Clinical records show that the most common clinical symptoms of primary mediastinal seminoma include chest pain, dyspnoea and hoarseness of voice (1). In the majority of cases, CT shows heterogeneously distributed density of the mediastinal mass (6). Monitoring of serum tumour markers is significantly important for the diagnosis and prognostic evaluation of patients with mediastinal seminoma. According to the 2010 American Society of Clinical Oncology clinical guidelines, increased levels of biomarkers such as HCG, LDH and AFP should determine the presence of relapse or metastasis of the disease (7). In addition, 80–90% of mediastinal seminoma cases are found to be PLAP-positive by immunohistochemistry (2). The diagnosis of primary mediastinal seminoma in the present patient was confirmed by the clinical presentation, CT and the morphological appearance of the tumour. In addition, immunohistochemical analysis was performed for PLAP, CD3, CD20 and CD45, all of which were found to be expressed.

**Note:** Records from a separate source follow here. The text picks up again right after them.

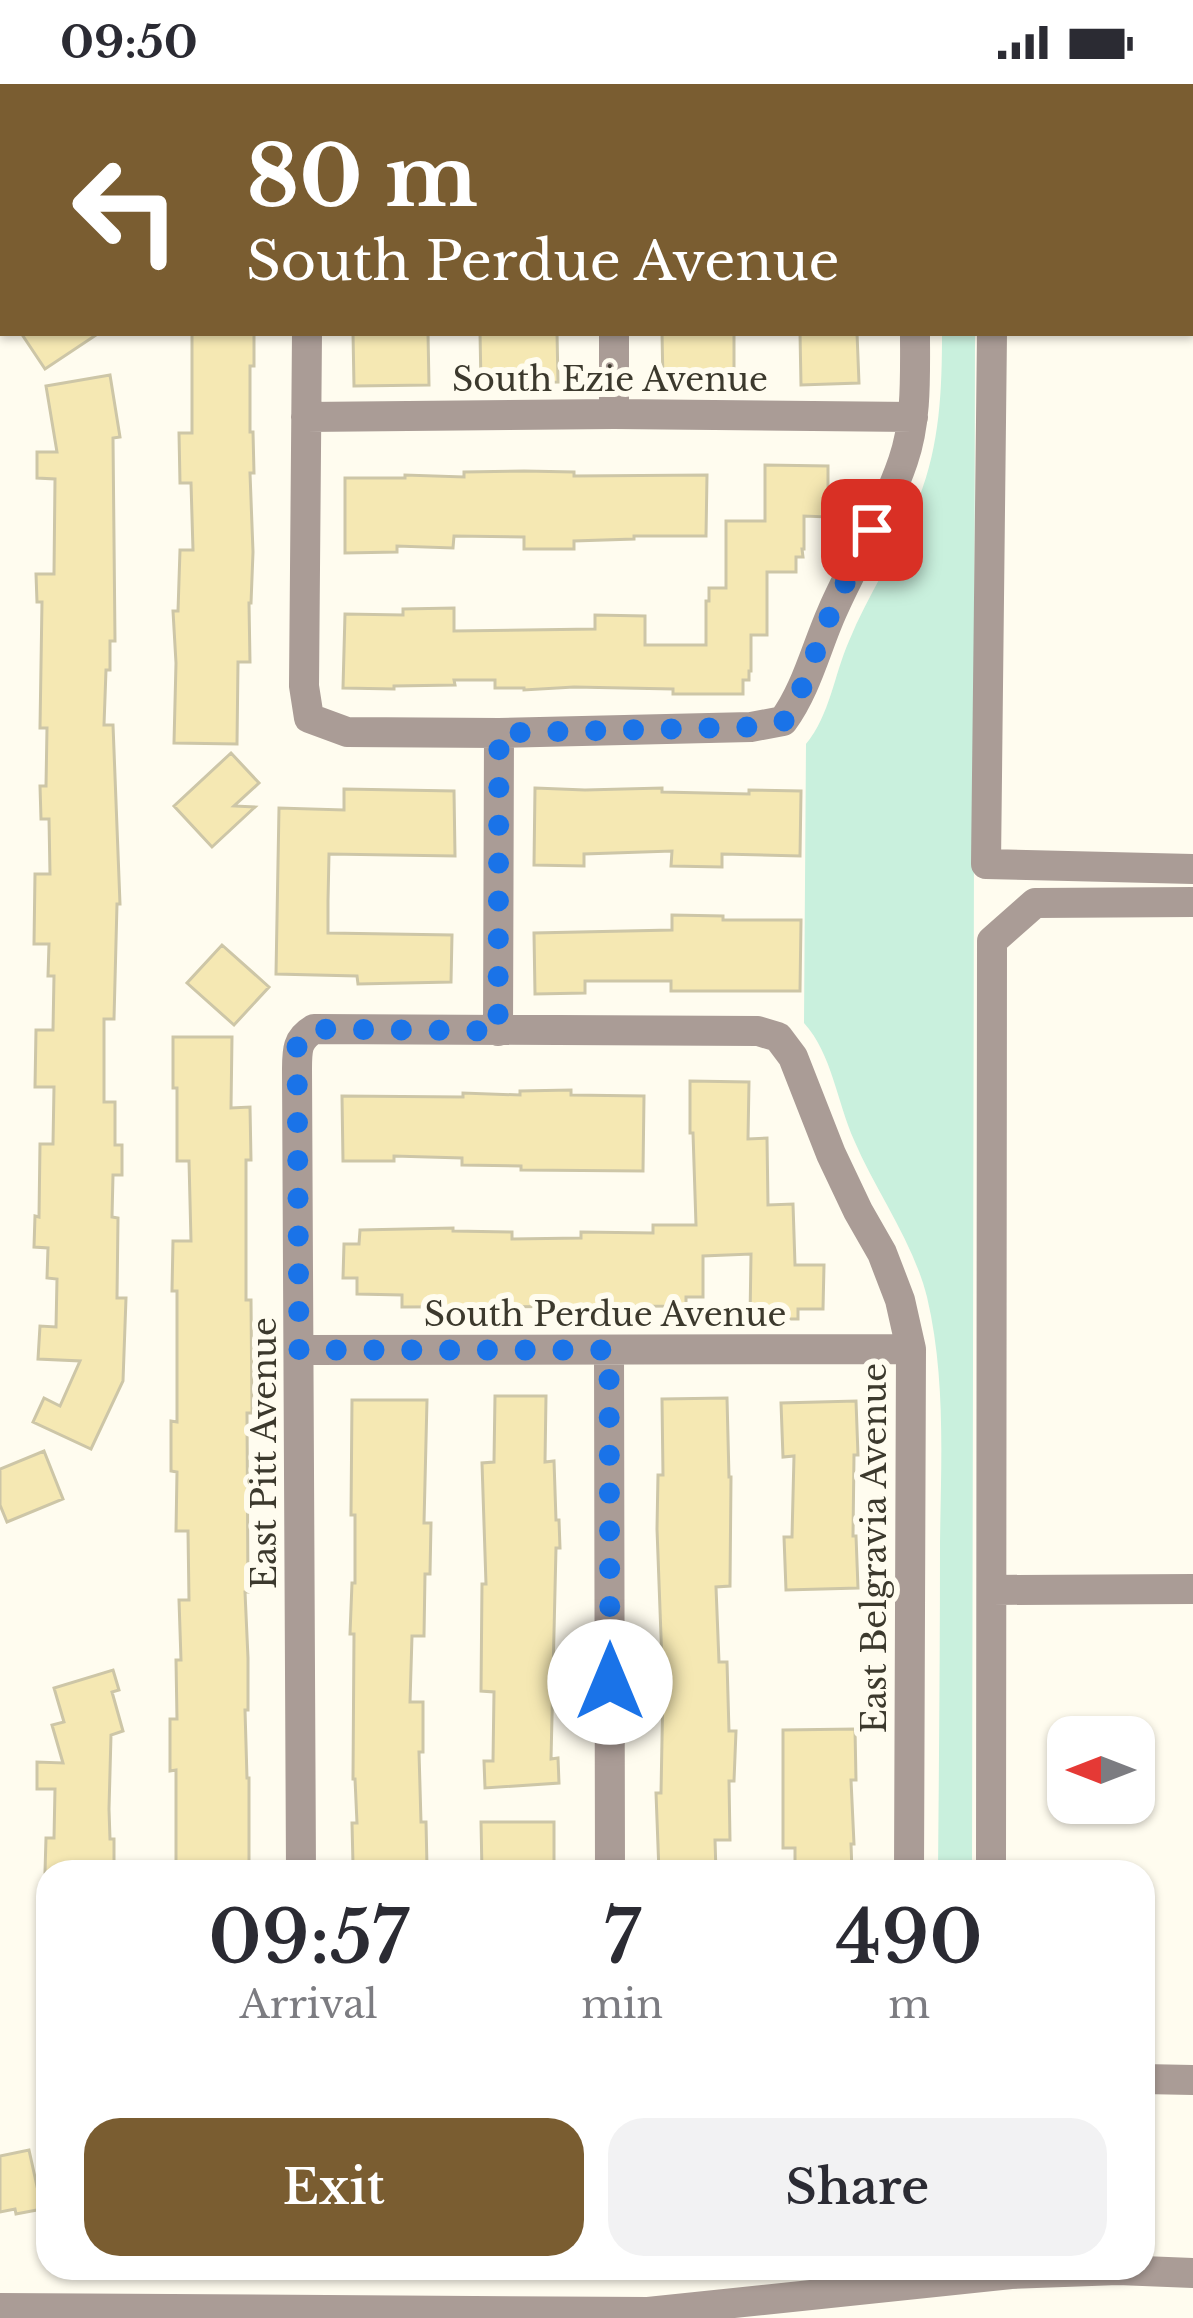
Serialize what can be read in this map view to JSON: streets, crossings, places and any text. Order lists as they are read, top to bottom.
{
  "streets": {
    "street": [
      "South Ezie Avenue",
      "South Perdue Avenue",
      "East Pitt Avenue",
      "East Belgravia Avenue"
    ]
  },
  "crossings": [
    ["South Perdue Avenue", "East Pitt Avenue"],
    ["South Perdue Avenue", "East Belgravia Avenue"],
    ["East Pitt Avenue", "East Belgravia Avenue"]
  ],
  "north": "left",
  "page": {
    "status": "09:50",
    "turn": ["80 m", "South Perdue Avenue"],
    "eta": [
      "09:57",
      "Arrival",
      "7",
      "min",
      "490",
      "m"
    ],
    "buttons": ["Exit", "Share"]
  }
}
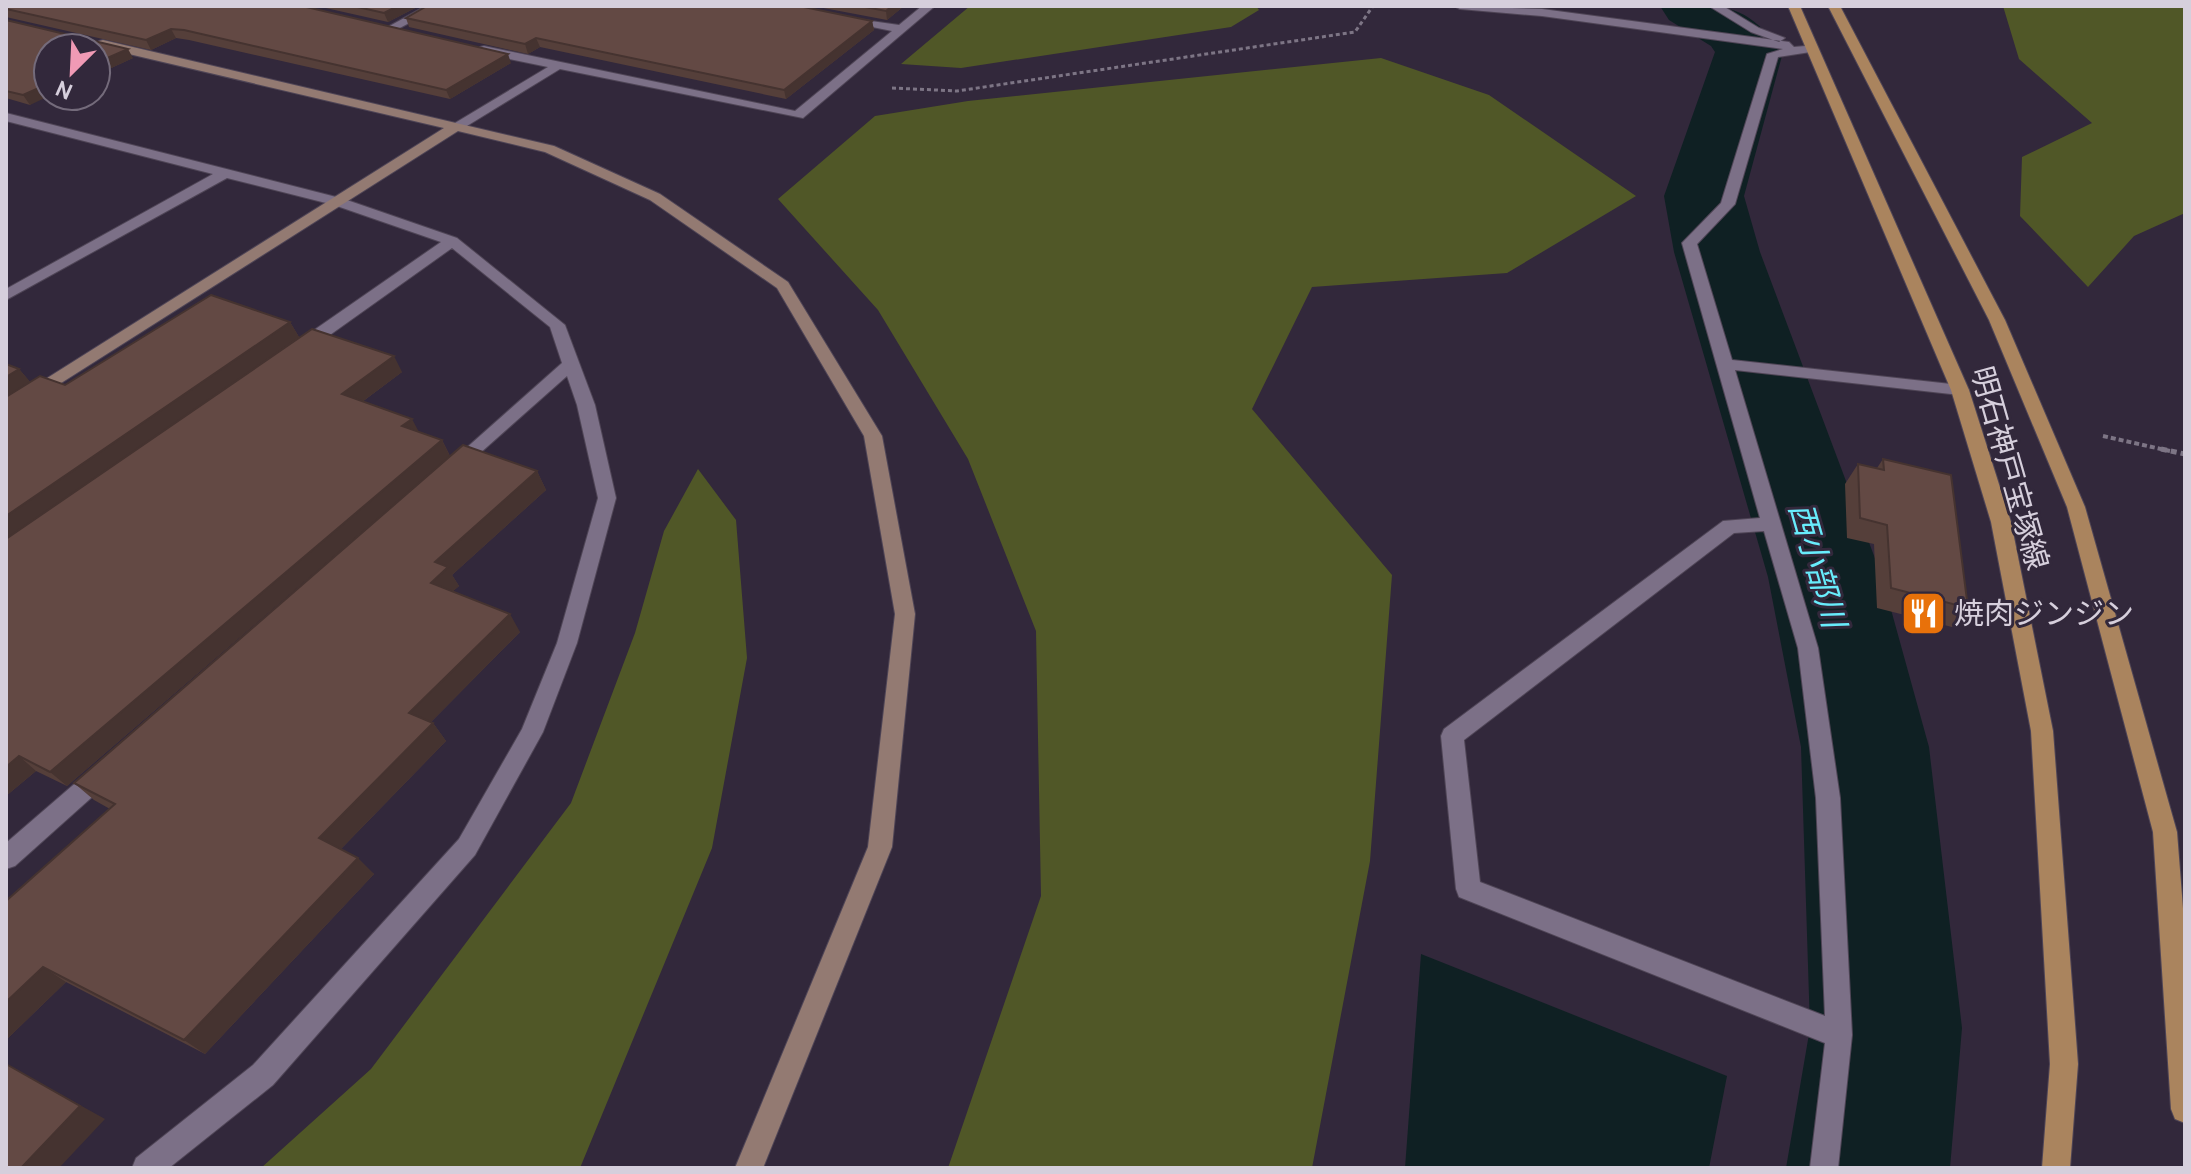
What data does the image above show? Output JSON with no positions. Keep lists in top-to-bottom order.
{
  "streets": {
    "main road": ["明石神戸宝塚線"]
  },
  "water": ["西小部川"],
  "places": {
    "restaurant": ["焼肉ジンジン"]
  },
  "north": "bottom left"
}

Among mediastinal tumours, seminoma is a highly radiosensitive tumour, and therefore long-term radiotherapy is considered the most important means of treatment and increases the long-term survival rate of patients by 60–80% (8). Patients administered with platinum-based chemotherapy had an overall long-term survival rate of 90%. At present, the most commonly accepted treatment methods for mediastinal seminoma may be classified as two types. Radiotherapy is used if patients develop post-chemotherapeutic local recurrence and remnant lesions and surgery is used in patients with post-chemotherapeutic remnant lesions >3 cm in size.
In the present case, there was recurrent relapse of the disease and the case was unique as the patient was female. The chemotherapeutic effect varies between men with primary mediastinal seminoma (9). Another explanation is that the patient was diagnosed with mediastinal seminoma through biopsy. However, the pathological biopsy specimen was small, and the tumour may have contained non-seminomatous germ cell tumour type cells, which were not biopsied. In addition, mixed-type gonadal cell tumours account for 13–34% of mediastinal tumours and they are less sensitive to chemotherapy compared with cases of seminoma (2). The present patient had large amounts of pericardial effusion, which is a contraindication for radiotherapy. However, considering that the patient was resistant to chemotherapy and the challenging nature of surgery due to extensive invasion, with no significant cardiac compression symptoms, such as dyspnoea or shock, the patient was advised to undergo radiotherapy. Subsequent to the aforementioned treatments the patient did not experience any relapse or metastasis during the 5 years of follow-up.
Thus, the present study shows that various comprehensive treatment methods should be used for the effective treatment of mediastinal seminoma. Although radiotherapy is contraindicated in pericardial effusion, the present study indicates that it could be considered if there are no other means of treatment and with no evident signs of cardiac compression.